Impossible Pictures (Impossible) is a Denver-based production company and creative studio. Founded by Joel Pilger in 1994 under the name Visual Approach, Inc., the company began as a 3D animation studio. Visual Approach's first project was a 3D animated broadcast show open for the Charlotte Hornets NBA team. Other early projects included a 3D show open/title sequence for Walt Disney Television's Belle's Magical World (sequel to Beauty and the Beast), a 3D animated campaign for JWT client Ford's "Year End Clearance", and a show open/title sequence for Universal Studios' Balto II: Wolf Quest (sequel to Balto).
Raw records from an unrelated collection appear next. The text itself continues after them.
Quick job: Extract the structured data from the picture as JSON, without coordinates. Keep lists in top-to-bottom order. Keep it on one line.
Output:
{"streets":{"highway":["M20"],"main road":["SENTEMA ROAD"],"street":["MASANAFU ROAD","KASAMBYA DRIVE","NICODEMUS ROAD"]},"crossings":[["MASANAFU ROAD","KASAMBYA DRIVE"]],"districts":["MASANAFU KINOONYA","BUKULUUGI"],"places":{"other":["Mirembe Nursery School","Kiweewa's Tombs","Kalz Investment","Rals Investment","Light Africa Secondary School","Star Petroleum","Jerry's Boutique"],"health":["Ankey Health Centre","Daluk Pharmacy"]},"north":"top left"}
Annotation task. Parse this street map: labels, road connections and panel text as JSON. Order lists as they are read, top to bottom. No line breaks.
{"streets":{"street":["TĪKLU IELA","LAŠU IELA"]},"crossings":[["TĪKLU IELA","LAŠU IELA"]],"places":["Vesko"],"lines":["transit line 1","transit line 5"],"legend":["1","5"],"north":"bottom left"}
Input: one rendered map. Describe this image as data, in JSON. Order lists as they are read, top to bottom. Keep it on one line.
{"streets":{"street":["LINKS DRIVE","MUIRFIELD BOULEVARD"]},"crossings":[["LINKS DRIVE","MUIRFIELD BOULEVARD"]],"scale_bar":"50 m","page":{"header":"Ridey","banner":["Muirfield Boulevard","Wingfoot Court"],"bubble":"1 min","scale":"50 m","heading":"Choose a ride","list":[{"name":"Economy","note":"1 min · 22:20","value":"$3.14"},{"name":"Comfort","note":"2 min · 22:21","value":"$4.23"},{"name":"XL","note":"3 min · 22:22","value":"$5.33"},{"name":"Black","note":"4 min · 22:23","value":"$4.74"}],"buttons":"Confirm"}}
In 2002, the company was renamed Impossible Pictures and began its long relationship with DISH Network. Impossible's first project for DISH was development of the "DISH Character," which subsequently led to the production of multiple 3D animated spots and campaigns. In 2004, Impossible won its first Emmy Award for the 3D animated "Nutcracker" spot created for the Colorado Ballet. The company earned its first Gold BDA Award in 2005, for its work developing the on-air brand launch of Altitude Sports and Entertainment. This helped launch Impossible's move into network television promotion, as the company took on broadcast promo work for Science Channel, Discovery Channel, Travel Channel, National Geographic Channel and others.

In summer 2013, Impossible adopted a free-agent model used widely in film industry and moved its offices to Denver's River North Art District (RiNo). The company brought on associate producer Martha Douglas (formerly of Crispin Porter + Bogusky and Factory Design Labs) and marketing/client relations pro Emily O’Brien to work alongside Joel Pilger in staffing its projects from a pool of more than 200 free agent collaborators such as copywriters, designers, art directors, and editors.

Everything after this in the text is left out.